• [WHAT THE TASK REQUIRES]
From the line with "position:relative; width:1216px; height:2232px;" to the line with "width:16px; height:16px; translate:-50%", retype every line exactly, including those two, and leave out the rest of the data below.

• [SUPPLIED ENTRIES]
━━━━━━━━━━
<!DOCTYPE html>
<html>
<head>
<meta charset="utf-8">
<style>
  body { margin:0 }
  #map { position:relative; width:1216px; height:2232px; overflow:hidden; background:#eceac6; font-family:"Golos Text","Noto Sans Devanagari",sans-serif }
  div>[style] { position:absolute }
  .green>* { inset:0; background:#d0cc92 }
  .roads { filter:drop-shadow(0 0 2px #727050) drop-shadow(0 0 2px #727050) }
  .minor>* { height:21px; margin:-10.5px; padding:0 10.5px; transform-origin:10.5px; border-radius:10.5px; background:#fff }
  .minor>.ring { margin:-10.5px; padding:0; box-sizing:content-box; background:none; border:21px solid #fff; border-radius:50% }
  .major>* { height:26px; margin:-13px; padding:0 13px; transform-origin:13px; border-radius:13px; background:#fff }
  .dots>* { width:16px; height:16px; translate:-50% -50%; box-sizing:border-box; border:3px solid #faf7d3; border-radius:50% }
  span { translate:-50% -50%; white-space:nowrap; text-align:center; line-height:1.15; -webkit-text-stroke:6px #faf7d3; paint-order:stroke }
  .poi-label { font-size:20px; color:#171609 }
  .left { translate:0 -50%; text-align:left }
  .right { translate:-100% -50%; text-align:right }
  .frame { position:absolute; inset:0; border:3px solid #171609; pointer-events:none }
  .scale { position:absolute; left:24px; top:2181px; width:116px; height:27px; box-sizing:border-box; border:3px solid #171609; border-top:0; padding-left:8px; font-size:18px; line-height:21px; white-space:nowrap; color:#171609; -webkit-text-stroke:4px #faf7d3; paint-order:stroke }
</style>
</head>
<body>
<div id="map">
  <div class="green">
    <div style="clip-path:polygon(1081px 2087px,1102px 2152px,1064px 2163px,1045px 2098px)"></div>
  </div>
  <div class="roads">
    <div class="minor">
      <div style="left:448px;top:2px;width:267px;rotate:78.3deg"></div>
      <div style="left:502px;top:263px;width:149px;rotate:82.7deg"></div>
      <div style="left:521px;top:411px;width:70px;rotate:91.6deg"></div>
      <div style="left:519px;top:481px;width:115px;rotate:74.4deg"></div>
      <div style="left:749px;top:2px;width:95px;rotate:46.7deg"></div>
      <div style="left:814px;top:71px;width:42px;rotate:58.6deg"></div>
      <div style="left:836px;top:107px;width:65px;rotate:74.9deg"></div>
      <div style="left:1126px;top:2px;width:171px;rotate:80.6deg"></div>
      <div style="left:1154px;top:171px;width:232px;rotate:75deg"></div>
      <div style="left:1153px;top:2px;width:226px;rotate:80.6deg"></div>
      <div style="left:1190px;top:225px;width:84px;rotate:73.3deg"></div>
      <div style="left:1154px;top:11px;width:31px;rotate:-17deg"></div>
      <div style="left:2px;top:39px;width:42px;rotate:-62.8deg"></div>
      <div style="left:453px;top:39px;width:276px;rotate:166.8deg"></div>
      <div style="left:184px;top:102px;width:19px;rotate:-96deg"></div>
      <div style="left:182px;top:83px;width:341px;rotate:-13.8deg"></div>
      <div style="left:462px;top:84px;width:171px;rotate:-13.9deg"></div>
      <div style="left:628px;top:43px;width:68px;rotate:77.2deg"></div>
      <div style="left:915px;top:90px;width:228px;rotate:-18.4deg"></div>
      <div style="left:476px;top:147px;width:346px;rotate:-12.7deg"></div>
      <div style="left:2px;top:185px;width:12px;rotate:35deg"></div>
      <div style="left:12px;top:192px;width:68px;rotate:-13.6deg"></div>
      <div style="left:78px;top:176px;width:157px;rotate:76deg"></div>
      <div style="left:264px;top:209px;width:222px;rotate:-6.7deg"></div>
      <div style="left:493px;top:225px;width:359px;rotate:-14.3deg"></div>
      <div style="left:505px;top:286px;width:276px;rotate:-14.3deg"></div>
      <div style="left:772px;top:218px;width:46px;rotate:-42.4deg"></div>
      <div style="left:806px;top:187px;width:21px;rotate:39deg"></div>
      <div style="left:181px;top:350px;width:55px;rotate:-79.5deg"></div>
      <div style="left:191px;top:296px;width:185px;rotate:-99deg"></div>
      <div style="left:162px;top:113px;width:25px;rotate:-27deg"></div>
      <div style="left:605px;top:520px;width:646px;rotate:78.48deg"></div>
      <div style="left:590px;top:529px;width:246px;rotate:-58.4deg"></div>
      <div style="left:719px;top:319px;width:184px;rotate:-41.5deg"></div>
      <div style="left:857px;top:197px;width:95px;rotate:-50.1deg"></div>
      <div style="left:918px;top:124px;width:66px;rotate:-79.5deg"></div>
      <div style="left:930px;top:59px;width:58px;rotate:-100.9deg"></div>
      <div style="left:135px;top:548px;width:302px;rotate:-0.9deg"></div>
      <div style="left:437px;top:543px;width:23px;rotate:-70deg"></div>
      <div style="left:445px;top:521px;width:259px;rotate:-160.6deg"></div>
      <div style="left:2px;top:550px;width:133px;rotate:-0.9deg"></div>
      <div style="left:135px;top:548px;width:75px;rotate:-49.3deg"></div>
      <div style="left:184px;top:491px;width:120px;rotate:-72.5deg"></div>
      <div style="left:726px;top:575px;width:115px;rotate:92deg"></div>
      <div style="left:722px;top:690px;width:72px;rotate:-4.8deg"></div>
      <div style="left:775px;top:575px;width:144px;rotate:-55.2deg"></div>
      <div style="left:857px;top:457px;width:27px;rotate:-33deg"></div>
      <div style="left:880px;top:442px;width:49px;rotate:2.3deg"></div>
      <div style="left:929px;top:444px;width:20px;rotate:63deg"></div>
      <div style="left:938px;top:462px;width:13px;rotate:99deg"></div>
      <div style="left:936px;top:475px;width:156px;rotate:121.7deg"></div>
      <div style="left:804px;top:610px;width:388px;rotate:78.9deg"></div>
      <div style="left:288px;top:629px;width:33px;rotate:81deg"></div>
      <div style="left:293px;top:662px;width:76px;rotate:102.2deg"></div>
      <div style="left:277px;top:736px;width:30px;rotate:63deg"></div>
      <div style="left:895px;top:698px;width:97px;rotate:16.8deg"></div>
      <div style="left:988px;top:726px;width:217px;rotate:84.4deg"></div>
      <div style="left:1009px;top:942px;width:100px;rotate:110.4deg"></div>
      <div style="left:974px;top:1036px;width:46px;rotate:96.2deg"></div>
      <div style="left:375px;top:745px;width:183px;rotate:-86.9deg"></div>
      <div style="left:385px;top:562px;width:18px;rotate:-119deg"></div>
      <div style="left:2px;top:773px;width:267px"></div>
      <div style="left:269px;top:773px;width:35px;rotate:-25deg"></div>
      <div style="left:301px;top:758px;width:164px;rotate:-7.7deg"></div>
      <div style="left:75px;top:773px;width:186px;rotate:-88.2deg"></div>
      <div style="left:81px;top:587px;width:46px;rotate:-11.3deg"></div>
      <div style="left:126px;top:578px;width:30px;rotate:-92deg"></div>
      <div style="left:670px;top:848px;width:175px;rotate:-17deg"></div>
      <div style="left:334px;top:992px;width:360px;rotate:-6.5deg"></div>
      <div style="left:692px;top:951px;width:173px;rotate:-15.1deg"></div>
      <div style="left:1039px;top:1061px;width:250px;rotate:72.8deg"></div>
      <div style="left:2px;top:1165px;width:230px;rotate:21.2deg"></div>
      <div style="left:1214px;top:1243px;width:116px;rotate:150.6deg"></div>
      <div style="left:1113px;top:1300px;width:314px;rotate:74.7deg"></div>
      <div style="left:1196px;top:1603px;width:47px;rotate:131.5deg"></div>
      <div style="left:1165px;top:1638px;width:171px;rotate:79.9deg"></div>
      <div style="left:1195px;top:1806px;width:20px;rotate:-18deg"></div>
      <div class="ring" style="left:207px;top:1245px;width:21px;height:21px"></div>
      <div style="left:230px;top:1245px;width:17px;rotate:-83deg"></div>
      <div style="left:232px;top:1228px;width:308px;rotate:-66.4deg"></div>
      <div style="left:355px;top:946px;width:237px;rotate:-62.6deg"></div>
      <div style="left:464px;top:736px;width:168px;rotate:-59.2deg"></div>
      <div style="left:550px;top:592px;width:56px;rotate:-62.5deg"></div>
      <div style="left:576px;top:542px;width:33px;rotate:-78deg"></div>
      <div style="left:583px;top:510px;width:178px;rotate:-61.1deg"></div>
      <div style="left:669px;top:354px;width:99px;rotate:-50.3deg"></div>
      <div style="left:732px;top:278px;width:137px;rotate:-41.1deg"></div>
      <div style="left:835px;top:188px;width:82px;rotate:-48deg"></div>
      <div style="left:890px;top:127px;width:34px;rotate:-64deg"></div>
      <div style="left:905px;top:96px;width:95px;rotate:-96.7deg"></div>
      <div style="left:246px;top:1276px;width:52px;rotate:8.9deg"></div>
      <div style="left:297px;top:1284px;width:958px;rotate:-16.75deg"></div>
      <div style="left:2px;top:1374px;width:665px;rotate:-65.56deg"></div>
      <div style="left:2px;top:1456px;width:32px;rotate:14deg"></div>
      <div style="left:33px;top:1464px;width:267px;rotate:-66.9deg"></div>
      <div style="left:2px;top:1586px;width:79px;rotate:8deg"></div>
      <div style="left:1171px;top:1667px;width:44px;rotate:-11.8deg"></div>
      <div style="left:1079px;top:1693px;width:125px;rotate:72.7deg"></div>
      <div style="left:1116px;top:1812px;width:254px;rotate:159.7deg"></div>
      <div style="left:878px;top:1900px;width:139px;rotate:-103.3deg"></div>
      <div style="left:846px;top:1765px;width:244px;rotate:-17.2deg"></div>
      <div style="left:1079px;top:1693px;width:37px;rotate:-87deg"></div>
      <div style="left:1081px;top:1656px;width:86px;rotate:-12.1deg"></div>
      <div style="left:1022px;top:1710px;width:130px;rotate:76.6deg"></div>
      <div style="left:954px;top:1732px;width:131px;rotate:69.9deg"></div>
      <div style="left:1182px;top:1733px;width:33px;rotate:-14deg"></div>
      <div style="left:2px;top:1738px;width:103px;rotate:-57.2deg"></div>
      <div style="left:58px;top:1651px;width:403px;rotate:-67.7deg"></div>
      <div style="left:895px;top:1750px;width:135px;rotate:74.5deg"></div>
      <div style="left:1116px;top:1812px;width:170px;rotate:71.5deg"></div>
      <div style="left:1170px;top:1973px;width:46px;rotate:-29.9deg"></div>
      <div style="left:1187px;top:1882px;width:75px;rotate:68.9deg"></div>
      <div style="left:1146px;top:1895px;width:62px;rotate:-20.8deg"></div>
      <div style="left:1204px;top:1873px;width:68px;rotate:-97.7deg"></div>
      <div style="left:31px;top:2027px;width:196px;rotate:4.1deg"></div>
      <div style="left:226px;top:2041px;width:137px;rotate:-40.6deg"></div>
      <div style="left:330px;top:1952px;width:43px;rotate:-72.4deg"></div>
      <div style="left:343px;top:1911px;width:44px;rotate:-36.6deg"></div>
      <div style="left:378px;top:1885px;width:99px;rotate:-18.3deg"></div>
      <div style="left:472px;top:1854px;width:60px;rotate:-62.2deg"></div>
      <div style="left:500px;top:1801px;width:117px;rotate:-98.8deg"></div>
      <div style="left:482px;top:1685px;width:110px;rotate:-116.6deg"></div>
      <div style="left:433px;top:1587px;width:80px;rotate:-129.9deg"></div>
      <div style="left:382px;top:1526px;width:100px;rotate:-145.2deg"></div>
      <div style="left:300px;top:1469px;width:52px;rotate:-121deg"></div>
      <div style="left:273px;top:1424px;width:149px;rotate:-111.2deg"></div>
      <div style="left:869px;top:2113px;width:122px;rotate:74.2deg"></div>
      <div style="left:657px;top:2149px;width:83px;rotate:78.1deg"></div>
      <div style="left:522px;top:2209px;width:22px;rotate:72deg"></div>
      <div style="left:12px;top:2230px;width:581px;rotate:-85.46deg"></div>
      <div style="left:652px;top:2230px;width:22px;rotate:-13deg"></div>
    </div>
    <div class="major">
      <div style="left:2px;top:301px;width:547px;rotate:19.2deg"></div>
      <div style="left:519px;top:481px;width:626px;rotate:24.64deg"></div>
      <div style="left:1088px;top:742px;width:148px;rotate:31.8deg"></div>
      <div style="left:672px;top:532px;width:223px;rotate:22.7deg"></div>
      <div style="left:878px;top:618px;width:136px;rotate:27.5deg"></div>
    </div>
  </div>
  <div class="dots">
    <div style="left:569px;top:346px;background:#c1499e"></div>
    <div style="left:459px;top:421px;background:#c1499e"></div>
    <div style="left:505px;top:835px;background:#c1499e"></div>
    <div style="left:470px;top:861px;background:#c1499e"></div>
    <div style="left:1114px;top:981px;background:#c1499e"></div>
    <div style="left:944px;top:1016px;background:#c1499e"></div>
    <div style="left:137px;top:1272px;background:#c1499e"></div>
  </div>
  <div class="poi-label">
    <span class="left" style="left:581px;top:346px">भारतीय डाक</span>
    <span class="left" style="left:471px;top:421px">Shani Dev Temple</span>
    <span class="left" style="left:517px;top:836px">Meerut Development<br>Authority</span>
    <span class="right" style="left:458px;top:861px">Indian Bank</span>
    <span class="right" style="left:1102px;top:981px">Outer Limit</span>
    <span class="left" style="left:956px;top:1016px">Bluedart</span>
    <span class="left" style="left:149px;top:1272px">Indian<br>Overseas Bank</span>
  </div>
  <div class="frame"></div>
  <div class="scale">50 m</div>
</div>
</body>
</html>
━━━━━━━━━━
• [ANSWER TO THIS PROBLEM]
  #map { position:relative; width:1216px; height:2232px; overflow:hidden; background:#eceac6; font-family:"Golos Text","Noto Sans Devanagari",sans-serif }
  div>[style] { position:absolute }
  .green>* { inset:0; background:#d0cc92 }
  .roads { filter:drop-shadow(0 0 2px #727050) drop-shadow(0 0 2px #727050) }
  .minor>* { height:21px; margin:-10.5px; padding:0 10.5px; transform-origin:10.5px; border-radius:10.5px; background:#fff }
  .minor>.ring { margin:-10.5px; padding:0; box-sizing:content-box; background:none; border:21px solid #fff; border-radius:50% }
  .major>* { height:26px; margin:-13px; padding:0 13px; transform-origin:13px; border-radius:13px; background:#fff }
  .dots>* { width:16px; height:16px; translate:-50% -50%; box-sizing:border-box; border:3px solid #faf7d3; border-radius:50% }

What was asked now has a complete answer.